* [Task item]:
Among the entries below, find every line that has "street" and pull it out.

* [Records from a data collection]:
════════

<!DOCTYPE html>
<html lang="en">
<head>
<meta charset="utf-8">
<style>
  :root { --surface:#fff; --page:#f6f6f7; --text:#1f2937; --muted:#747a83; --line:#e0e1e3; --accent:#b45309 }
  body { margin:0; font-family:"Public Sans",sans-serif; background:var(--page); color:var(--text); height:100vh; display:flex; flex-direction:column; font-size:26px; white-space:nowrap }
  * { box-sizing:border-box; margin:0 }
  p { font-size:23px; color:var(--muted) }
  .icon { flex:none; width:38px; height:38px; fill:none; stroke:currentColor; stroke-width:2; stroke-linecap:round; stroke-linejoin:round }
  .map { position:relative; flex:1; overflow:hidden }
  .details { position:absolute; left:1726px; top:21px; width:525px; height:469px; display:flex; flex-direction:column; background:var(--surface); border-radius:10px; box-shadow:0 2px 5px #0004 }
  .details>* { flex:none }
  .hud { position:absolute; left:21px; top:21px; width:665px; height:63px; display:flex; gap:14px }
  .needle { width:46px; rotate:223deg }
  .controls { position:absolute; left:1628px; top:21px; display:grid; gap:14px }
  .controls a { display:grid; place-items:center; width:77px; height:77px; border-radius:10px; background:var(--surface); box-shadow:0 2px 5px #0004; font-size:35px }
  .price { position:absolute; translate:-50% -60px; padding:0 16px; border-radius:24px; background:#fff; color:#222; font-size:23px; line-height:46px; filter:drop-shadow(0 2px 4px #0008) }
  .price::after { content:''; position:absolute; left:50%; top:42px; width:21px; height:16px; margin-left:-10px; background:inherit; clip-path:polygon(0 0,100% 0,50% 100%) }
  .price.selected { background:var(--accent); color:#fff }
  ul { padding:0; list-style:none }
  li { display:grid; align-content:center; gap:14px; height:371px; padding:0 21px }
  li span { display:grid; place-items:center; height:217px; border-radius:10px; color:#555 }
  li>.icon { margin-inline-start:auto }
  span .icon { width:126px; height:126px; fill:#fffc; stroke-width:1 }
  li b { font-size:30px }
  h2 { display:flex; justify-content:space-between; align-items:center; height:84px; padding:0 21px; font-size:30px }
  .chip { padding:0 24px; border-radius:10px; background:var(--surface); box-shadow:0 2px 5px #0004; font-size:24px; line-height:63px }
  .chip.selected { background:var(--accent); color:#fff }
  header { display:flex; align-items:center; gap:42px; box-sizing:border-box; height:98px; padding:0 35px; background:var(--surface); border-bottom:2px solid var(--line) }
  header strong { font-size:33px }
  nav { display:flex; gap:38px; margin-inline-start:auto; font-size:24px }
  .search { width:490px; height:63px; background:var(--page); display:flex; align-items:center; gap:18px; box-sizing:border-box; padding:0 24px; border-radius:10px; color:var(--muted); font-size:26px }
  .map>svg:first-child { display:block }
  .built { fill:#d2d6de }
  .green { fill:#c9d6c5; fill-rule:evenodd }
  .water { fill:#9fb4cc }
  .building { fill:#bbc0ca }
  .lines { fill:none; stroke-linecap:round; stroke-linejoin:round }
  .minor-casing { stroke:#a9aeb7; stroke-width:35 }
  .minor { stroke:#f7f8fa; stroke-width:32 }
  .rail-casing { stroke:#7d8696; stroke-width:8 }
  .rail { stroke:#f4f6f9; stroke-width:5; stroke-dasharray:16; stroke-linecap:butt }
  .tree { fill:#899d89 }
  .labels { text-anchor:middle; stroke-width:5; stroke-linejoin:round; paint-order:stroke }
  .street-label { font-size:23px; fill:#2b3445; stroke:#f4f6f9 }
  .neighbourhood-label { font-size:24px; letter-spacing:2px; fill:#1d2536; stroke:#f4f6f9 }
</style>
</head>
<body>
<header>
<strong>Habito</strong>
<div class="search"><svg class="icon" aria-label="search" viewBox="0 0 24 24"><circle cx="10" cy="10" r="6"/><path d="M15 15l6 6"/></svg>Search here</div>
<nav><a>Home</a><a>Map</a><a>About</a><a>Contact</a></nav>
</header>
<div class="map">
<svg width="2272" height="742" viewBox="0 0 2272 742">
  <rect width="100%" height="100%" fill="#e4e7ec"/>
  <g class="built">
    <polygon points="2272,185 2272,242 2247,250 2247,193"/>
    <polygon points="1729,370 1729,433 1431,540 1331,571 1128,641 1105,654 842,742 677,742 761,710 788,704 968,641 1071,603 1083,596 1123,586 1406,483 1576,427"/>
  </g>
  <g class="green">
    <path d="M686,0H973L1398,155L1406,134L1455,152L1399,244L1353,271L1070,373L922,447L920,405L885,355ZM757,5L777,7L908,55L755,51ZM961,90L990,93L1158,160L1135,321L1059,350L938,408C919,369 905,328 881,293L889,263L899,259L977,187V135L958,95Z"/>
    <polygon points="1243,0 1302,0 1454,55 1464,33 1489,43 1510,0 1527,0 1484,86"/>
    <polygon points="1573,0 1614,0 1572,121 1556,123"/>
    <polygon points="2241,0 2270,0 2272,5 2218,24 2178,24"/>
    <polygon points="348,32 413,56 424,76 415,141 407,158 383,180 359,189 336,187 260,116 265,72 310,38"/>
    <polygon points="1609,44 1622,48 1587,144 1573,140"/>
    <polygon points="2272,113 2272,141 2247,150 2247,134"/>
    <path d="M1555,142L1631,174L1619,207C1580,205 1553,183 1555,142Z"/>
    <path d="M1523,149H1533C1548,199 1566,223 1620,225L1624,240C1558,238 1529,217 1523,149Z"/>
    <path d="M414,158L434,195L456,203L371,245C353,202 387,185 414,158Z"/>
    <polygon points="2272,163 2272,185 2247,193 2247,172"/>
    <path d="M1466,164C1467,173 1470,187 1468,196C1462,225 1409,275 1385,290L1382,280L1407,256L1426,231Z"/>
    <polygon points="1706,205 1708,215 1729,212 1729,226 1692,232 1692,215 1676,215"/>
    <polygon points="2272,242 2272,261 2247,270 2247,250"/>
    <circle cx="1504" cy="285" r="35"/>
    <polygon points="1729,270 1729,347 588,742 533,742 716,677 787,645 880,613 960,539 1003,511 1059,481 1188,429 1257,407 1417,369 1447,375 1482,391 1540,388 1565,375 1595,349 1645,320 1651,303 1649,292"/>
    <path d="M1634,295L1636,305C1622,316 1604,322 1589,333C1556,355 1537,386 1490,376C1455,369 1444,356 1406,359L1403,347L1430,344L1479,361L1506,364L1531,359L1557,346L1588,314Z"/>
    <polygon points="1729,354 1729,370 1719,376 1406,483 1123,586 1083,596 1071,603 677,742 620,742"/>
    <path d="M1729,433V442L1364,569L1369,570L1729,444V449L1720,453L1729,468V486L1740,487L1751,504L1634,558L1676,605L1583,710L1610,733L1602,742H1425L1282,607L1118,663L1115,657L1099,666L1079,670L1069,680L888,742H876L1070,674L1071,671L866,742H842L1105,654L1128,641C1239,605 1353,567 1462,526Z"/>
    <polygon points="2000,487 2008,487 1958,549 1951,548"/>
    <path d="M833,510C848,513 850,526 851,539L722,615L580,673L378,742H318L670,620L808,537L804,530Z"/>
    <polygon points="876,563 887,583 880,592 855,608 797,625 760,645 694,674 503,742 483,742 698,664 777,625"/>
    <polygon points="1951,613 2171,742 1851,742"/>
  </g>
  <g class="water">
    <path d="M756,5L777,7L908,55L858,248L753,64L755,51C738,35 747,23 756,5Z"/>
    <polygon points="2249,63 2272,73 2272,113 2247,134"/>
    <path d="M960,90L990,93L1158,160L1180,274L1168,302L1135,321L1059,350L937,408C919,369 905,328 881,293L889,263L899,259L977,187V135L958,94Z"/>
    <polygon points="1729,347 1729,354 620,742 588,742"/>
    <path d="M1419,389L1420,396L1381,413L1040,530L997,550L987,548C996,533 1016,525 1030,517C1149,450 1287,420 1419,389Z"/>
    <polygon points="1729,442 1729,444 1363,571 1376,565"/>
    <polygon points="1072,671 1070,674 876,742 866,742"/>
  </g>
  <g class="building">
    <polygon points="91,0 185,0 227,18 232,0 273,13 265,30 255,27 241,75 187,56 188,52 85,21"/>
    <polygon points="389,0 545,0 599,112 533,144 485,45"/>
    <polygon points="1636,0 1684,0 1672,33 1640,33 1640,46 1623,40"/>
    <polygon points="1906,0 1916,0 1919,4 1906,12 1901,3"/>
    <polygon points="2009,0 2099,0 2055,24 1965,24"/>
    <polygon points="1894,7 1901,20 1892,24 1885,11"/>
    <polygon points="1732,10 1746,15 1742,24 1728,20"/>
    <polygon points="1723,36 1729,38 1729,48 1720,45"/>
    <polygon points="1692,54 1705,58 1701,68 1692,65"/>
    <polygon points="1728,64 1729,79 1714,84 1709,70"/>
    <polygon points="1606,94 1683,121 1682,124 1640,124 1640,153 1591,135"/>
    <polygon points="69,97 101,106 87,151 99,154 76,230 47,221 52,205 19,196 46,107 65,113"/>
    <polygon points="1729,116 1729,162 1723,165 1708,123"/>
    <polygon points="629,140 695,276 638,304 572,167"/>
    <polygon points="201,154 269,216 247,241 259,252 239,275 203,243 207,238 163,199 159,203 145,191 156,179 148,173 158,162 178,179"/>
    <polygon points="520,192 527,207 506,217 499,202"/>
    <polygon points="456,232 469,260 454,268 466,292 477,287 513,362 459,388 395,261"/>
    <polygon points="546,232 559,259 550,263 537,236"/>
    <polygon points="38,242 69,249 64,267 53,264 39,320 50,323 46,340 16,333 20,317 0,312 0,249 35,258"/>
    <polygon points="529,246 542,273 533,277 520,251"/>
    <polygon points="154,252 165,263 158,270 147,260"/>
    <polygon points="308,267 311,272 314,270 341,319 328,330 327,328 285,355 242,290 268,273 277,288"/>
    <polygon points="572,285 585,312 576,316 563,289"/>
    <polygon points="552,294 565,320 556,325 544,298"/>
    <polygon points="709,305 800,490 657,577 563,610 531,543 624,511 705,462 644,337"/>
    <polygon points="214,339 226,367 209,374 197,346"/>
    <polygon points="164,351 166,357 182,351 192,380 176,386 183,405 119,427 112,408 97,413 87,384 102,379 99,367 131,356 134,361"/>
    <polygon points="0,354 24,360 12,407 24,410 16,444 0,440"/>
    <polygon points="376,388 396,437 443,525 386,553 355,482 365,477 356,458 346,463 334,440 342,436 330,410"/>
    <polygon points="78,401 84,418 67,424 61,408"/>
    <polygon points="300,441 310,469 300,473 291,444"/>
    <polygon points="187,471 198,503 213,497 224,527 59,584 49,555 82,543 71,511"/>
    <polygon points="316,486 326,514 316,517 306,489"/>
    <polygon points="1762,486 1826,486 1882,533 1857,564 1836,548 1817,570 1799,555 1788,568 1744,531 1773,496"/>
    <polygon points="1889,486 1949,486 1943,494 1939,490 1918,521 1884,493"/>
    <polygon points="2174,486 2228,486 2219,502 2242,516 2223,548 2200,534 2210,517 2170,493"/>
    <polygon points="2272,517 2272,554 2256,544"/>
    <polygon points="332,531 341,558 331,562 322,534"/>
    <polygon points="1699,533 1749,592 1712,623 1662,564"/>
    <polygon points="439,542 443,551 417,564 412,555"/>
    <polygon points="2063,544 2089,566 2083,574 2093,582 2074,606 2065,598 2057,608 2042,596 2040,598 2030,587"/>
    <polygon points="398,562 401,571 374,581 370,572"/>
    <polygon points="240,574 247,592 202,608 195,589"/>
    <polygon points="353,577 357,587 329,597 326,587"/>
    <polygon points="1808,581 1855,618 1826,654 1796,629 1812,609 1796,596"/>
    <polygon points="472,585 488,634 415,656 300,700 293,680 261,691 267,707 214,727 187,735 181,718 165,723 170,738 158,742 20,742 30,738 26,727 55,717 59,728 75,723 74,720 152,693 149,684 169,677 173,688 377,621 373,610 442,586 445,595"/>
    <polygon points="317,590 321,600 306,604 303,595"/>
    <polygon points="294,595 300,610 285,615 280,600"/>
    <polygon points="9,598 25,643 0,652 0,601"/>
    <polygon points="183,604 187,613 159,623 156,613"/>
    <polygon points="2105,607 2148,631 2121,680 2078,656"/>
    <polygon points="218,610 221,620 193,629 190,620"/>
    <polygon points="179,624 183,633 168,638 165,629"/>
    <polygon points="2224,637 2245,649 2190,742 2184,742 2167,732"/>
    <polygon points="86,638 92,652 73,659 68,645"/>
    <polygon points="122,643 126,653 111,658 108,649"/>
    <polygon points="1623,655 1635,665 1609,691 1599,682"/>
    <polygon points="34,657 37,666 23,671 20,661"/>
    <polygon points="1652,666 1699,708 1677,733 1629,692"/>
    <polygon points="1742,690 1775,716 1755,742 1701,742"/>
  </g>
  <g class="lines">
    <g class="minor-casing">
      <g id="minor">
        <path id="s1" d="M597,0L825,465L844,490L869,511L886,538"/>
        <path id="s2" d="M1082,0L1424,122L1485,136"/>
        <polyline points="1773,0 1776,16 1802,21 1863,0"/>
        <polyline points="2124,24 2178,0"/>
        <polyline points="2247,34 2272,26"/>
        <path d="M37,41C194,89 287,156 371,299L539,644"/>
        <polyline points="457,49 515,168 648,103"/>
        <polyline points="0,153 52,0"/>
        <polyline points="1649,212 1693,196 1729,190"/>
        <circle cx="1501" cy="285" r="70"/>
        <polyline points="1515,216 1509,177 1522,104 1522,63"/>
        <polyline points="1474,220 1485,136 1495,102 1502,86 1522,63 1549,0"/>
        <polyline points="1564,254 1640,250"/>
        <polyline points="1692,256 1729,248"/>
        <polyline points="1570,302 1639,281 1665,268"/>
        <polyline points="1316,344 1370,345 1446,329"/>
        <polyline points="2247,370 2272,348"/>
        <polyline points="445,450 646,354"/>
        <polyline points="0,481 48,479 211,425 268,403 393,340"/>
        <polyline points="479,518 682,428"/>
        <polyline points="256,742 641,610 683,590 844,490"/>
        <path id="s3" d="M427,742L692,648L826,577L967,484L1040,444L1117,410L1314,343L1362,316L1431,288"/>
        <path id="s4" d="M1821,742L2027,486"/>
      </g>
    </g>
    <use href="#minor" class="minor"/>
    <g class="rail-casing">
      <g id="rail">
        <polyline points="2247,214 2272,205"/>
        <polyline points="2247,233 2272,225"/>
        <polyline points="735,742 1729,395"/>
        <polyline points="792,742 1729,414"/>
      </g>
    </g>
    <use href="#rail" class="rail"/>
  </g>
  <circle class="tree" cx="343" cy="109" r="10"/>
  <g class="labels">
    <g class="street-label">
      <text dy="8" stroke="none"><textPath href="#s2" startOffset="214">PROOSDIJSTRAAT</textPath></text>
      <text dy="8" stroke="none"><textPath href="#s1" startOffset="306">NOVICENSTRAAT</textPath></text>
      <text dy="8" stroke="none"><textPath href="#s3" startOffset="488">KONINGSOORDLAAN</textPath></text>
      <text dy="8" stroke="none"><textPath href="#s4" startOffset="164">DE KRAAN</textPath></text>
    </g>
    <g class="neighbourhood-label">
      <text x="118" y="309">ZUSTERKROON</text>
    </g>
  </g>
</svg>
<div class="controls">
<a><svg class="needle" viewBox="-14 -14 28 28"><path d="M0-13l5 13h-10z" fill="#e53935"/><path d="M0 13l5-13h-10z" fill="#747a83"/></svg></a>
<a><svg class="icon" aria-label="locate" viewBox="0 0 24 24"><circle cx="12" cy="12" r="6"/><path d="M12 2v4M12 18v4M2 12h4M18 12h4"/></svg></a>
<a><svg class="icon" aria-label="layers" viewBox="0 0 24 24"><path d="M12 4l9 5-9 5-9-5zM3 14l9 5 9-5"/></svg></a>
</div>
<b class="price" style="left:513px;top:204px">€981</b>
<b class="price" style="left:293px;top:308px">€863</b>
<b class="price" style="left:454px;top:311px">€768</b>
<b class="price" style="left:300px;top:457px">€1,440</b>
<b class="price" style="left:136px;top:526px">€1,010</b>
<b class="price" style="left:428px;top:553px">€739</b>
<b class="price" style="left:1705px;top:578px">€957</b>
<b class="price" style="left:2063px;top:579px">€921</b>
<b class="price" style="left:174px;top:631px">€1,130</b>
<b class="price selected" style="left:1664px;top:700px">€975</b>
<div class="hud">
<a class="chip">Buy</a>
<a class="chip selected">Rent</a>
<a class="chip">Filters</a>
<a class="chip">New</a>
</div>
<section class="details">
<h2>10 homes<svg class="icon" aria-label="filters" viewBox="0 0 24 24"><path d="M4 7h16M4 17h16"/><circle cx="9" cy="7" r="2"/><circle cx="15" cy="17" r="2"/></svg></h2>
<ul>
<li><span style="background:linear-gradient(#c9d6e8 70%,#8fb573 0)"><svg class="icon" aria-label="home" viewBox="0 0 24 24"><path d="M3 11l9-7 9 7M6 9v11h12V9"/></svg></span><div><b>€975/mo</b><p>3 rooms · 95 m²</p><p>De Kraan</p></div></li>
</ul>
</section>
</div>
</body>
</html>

════════

* [Output]:
  .street-label { font-size:23px; fill:#2b3445; stroke:#f4f6f9 }
    <g class="street-label">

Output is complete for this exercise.